Data block START
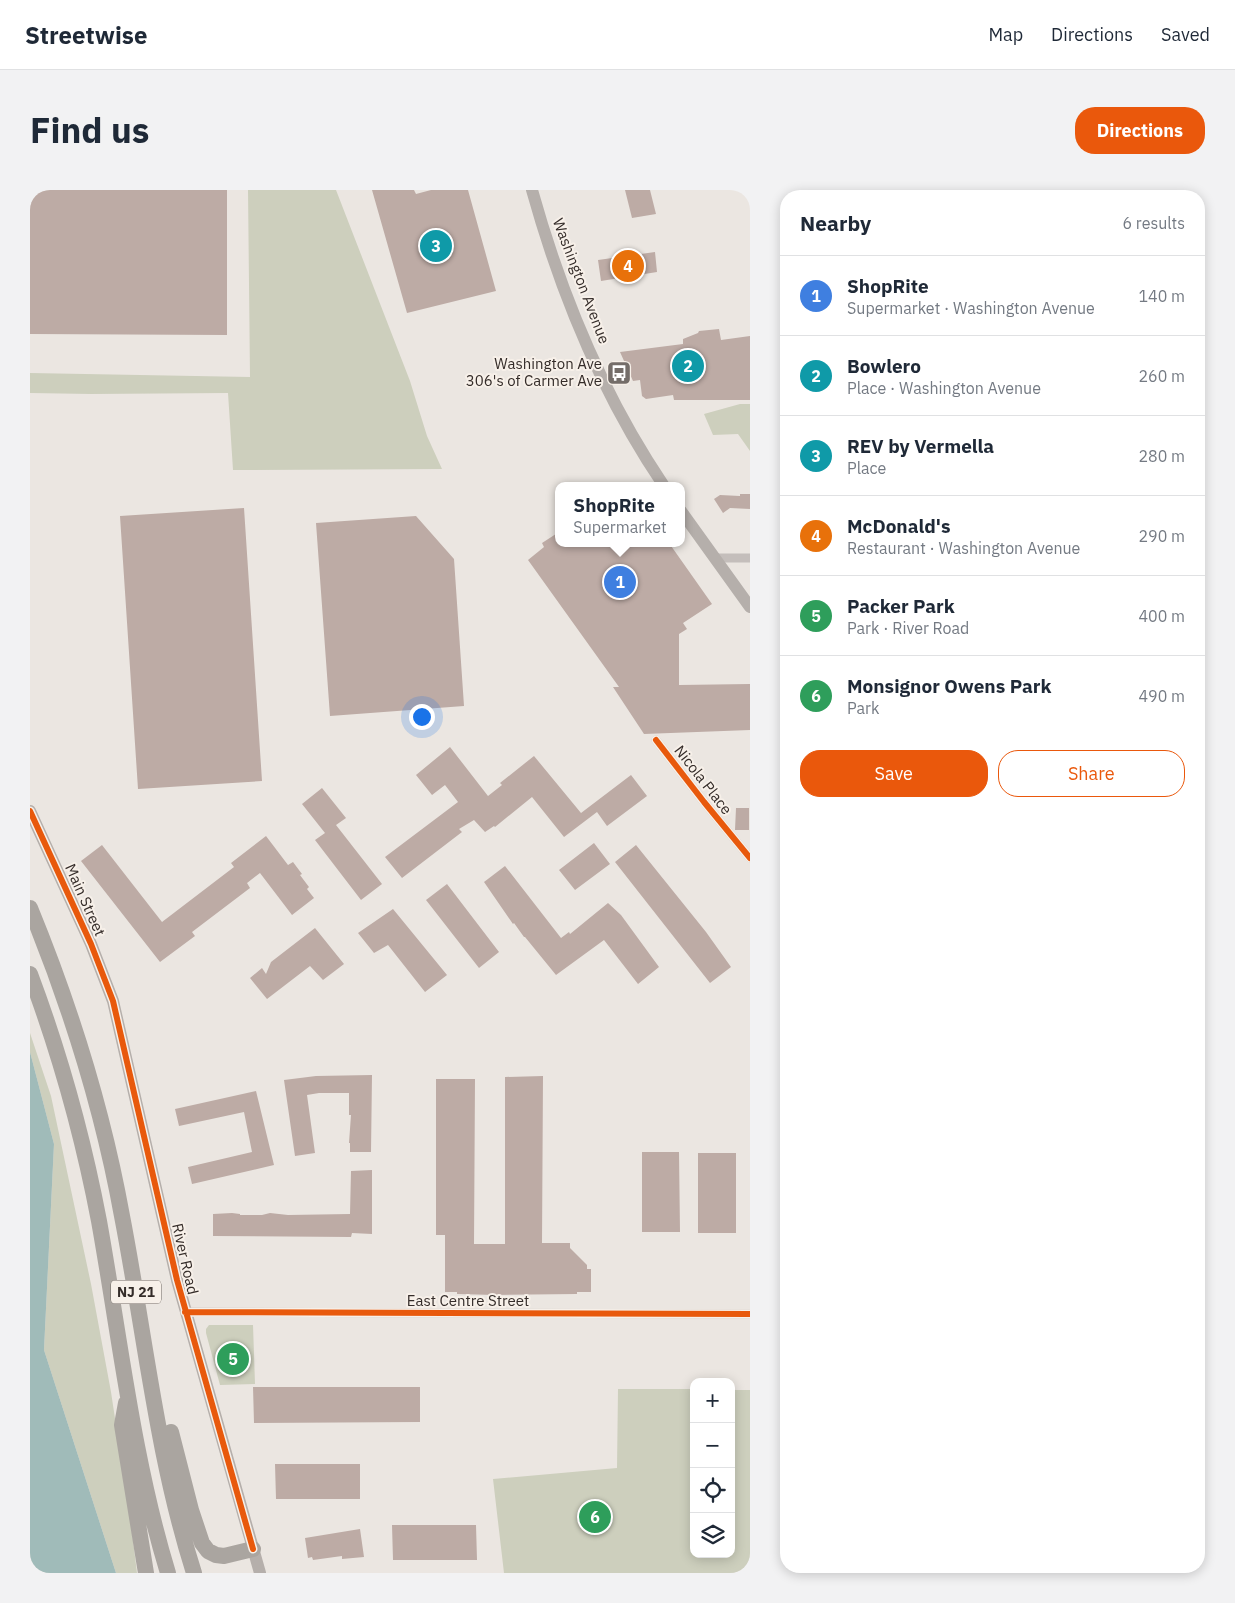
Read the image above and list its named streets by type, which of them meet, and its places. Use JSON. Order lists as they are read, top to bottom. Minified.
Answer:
{"streets":{"highway":["NJ 21"],"street":["Washington Avenue","Nicola Place","Main Street","River Road","East Centre Street"]},"crossings":[["Main Street","River Road"],["River Road","East Centre Street"]],"places":{"bus stop":["Washington Ave 306's of Carmer Ave"]},"page":{"header":"Streetwise","nav":["Map","Directions","Saved"],"title":"Find us","buttons":["Directions",["Save","Share"]],"heading":["Nearby","6 results"],"pins":["3","4","2","1","5","6"],"list":[{"mark":"1","name":"ShopRite","note":"Supermarket · Washington Avenue","value":"140 m"},{"mark":"2","name":"Bowlero","note":"Place · Washington Avenue","value":"260 m"},{"mark":"3","name":"REV by Vermella","note":"Place","value":"280 m"},{"mark":"4","name":"McDonald's","note":"Restaurant · Washington Avenue","value":"290 m"},{"mark":"5","name":"Packer Park","note":"Park · River Road","value":"400 m"},{"mark":"6","name":"Monsignor Owens Park","note":"Park","value":"490 m"}],"popup":["ShopRite","Supermarket"],"map_buttons":["+","−"]}}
Data block END
*Exercise aim*
Output the listing above exactly as it stands; no picture should appear.

*Response to this exercise*
Read the image above and list its named streets by type, which of them meet, and its places. Use JSON. Order lists as they are read, top to bottom. Minified.
Answer:
{"streets":{"highway":["NJ 21"],"street":["Washington Avenue","Nicola Place","Main Street","River Road","East Centre Street"]},"crossings":[["Main Street","River Road"],["River Road","East Centre Street"]],"places":{"bus stop":["Washington Ave 306's of Carmer Ave"]},"page":{"header":"Streetwise","nav":["Map","Directions","Saved"],"title":"Find us","buttons":["Directions",["Save","Share"]],"heading":["Nearby","6 results"],"pins":["3","4","2","1","5","6"],"list":[{"mark":"1","name":"ShopRite","note":"Supermarket · Washington Avenue","value":"140 m"},{"mark":"2","name":"Bowlero","note":"Place · Washington Avenue","value":"260 m"},{"mark":"3","name":"REV by Vermella","note":"Place","value":"280 m"},{"mark":"4","name":"McDonald's","note":"Restaurant · Washington Avenue","value":"290 m"},{"mark":"5","name":"Packer Park","note":"Park · River Road","value":"400 m"},{"mark":"6","name":"Monsignor Owens Park","note":"Park","value":"490 m"}],"popup":["ShopRite","Supermarket"],"map_buttons":["+","−"]}}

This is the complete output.